Rats use smells to determine whom they love and whom they must hate.  Humans use something else - we use memes.  From http://en.wikipedia.org/wiki/Meme
 
Memes spread through the behaviors that they generate in their hosts. Memes that propagate less prolifically may become extinct, while others may survive, spread, and (for better or for worse) mutate. Theorists point out that memes which replicate the most effectively spread best, and some memes may replicate effectively even when they prove detrimental to the welfare of their hosts.

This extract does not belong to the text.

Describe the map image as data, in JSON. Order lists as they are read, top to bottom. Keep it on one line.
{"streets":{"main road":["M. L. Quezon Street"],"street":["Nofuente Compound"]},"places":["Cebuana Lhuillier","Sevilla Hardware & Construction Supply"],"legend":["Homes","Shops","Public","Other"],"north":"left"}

A population has arisen within the U.S. which self-identifies its members via shared memes.  This population is, not to put too fine a word on it - Conservatives.  Conservatives have a complex collection of memes, which they share.  Like Bloom's rats, Conservatives wallow in their own memes, which combine to produce an identifiable 'aroma' about them.  The more memes they share with others, the more they know they are in the company of a kindred fellow.  Much of what constitutes communication consists of a series of clicks and grunts, with the expectation of a/the correct corresponding grunts and clicks.  Like rats sniffing each other's butts, conservatives will sniff out each other's memes.

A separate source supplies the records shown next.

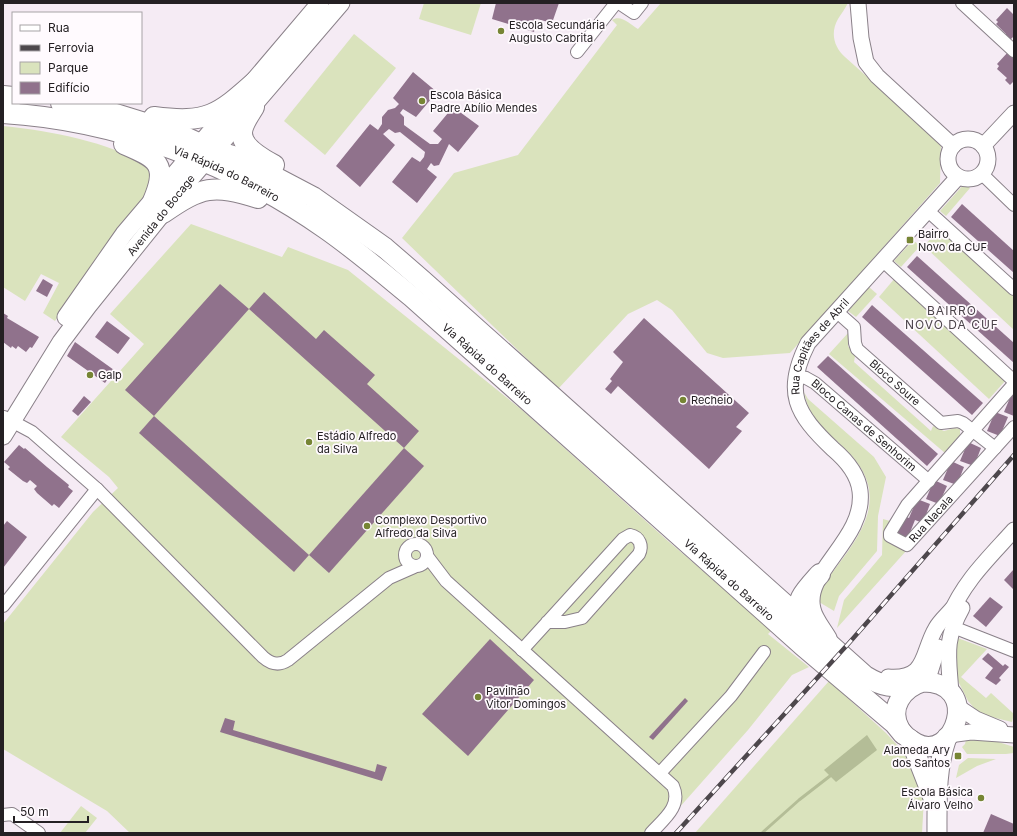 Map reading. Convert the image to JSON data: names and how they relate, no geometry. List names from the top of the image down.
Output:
{
  "streets": {
    "highway": ["Via Rápida do Barreiro"],
    "main road": ["Avenida do Bocage"],
    "street": [
      "Rua Capitães de Abril",
      "Bloco Soure",
      "Bloco Canas de Senhorim",
      "Rua Nacala"
    ]
  },
  "crossings": [
    ["Via Rápida do Barreiro", "Avenida do Bocage"],
    ["Via Rápida do Barreiro", "Rua Capitães de Abril"],
    ["Rua Capitães de Abril", "Bloco Soure"],
    ["Rua Capitães de Abril", "Bloco Canas de Senhorim"],
    ["Bloco Soure", "Rua Nacala"],
    ["Bloco Canas de Senhorim", "Rua Nacala"]
  ],
  "districts": ["BAIRRO NOVO DA CUF"],
  "places": {
    "other": [
      "Escola Secundária Augusto Cabrita",
      "Escola Básica Padre Abílio Mendes",
      "Galp",
      "Recheio",
      "Estádio Alfredo da Silva",
      "Complexo Desportivo Alfredo da Silva",
      "Pavilhão Vitor Domingos",
      "Escola Básica Álvaro Velho"
    ],
    "transit": ["Bairro Novo da CUF", "Alameda Ary dos Santos"]
  },
  "legend": [
    "Rua",
    "Ferrovia",
    "Parque",
    "Edifício"
  ],
  "scale_bar": "50 m"
} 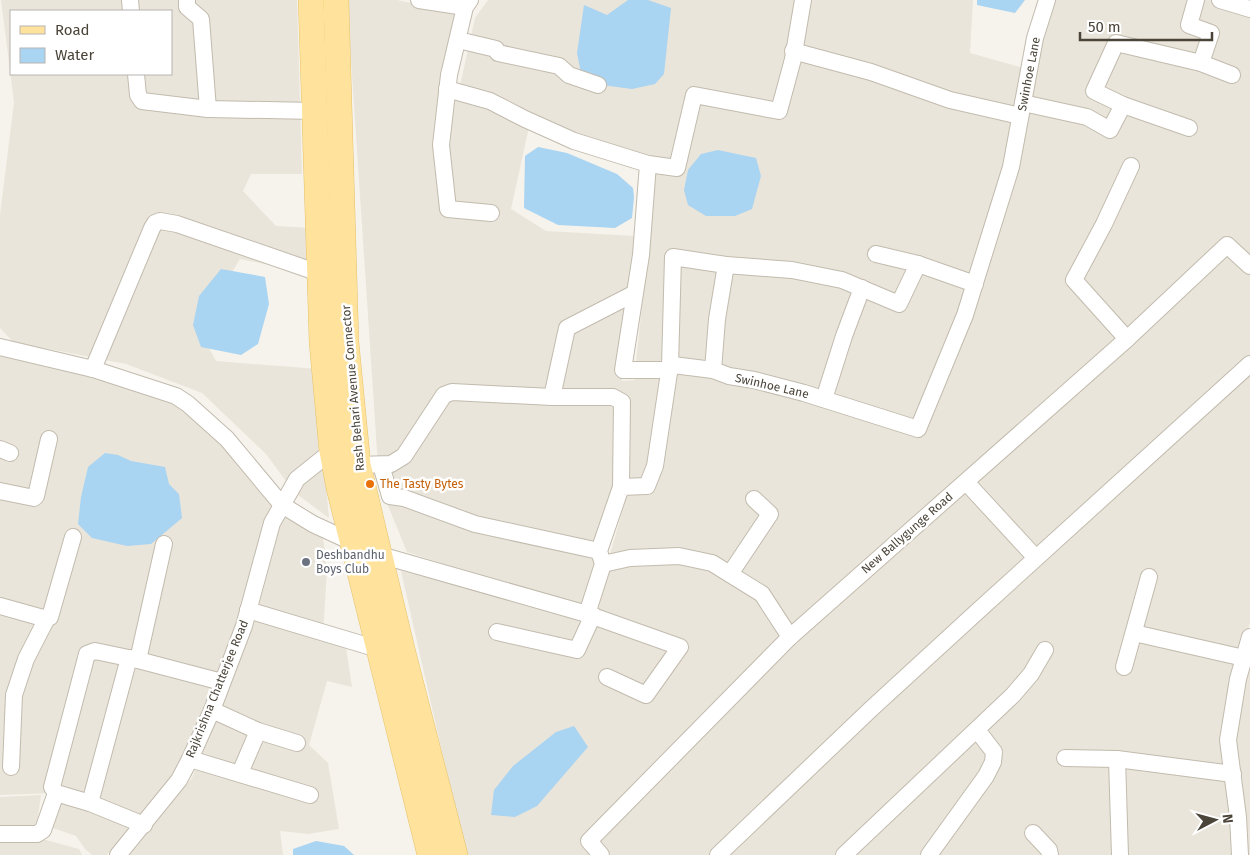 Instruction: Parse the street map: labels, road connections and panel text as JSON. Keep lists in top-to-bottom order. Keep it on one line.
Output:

One of the reasons I left Facebook was because I saw it had it had become a method for the rats to propagate memes. I found myself encountering old friends and began to notice a change in them.  Since I did not share the memes in which they were wallowing, I became viewed as "an Other" - a non-rat.  I had become the enemy of the rats.

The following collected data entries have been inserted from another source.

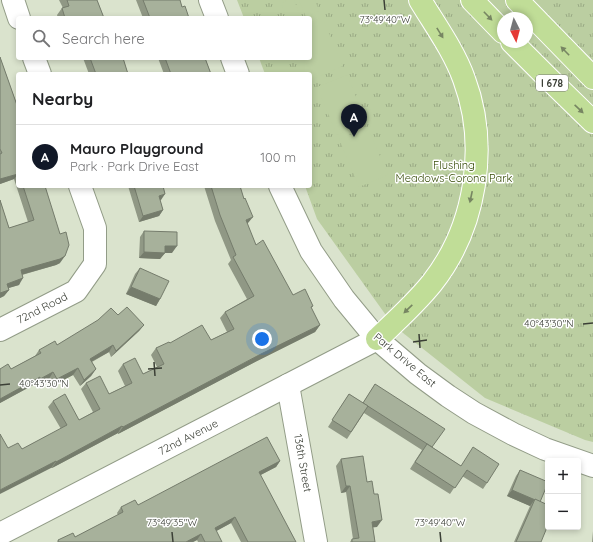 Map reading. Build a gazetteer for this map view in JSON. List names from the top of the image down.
{
  "streets": {
    "highway": ["I 678"],
    "street": [
      "72nd Road",
      "Park Drive East",
      "72nd Avenue",
      "136th Street"
    ]
  },
  "crossings": [
    ["Park Drive East", "72nd Avenue"],
    ["72nd Avenue", "136th Street"]
  ],
  "parks": ["Flushing Meadows-Corona Park"],
  "north": "bottom",
  "page": {
    "search": "Search here",
    "heading": "Nearby",
    "pins": "A",
    "list": [
      {
        "mark": "A",
        "name": "Mauro Playground",
        "note": "Park · Park Drive East",
        "value": "100 m"
      }
    ],
    "map_buttons": ["+", "−"]
  },
  "coordinates": ["73°49'40\"W", "40°43'30\"N", "73°49'35\"W"]
} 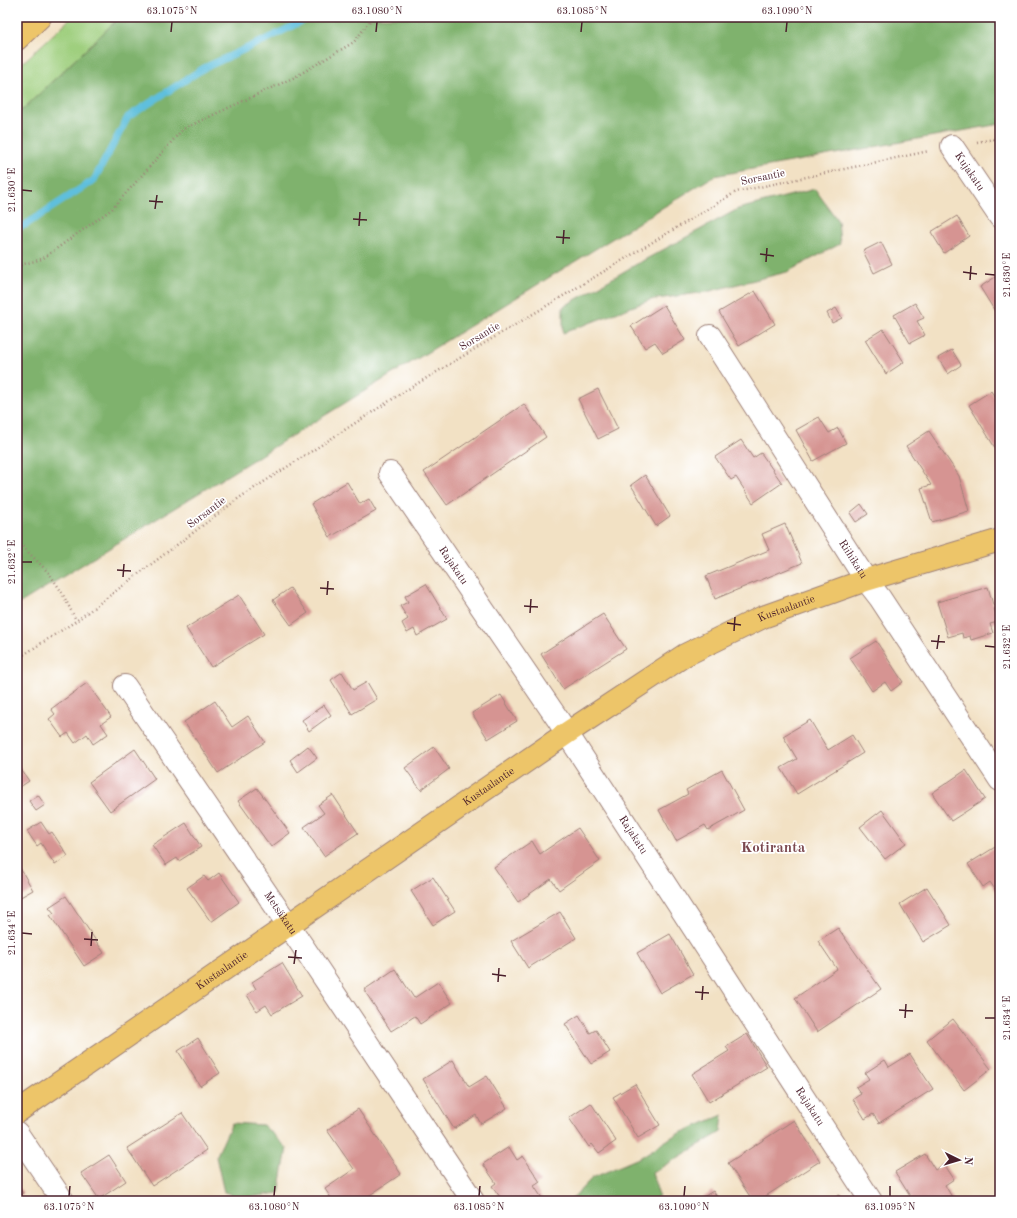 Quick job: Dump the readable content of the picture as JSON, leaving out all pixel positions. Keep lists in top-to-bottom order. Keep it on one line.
{"streets":{"main road":["Kustaalantie"],"street":["Kujakatu","Riihikatu","Rajakatu","Metsäkatu"],"path":["Sorsantie"]},"crossings":[["Kujakatu","Sorsantie"],["Riihikatu","Kustaalantie"],["Rajakatu","Kustaalantie"],["Kustaalantie","Metsäkatu"]],"districts":["Kotiranta"],"north":"right","coordinates":["63.1075°N","63.1080°N","63.1085°N","63.1090°N","21.630°E","21.632°E","21.634°E","63.1095°N"]}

Most rats make the mistake of assuming that all non-rats are united against them.  The rats need to perpetuate this meme in order to justify the actions they are planning.  It is important for them to feel threatened - actually, physically frightened of all non-rats (who are, of course, ALL against them), so that their actions can be rationalized as merely defensive.  They're simply reacting to the perceived threat from everything else in the world. 

Rats don't want to discuss or debate.  They don't even want to be understood.  What they want is agreement.  Rats have to know who's with them and who's not (because "if you're not with us, you're against us").  If you don't agree, you are a non-rat and are therefore one of the others who are, of course, all united against the rats.  It doesn't matter whether or not the meme has any basis in reality or fact.  It truly doesn't.  In fact, the further removed from reality the meme is, the more tenaciously it is believed and defended against the onslaught of any contradicting evidence.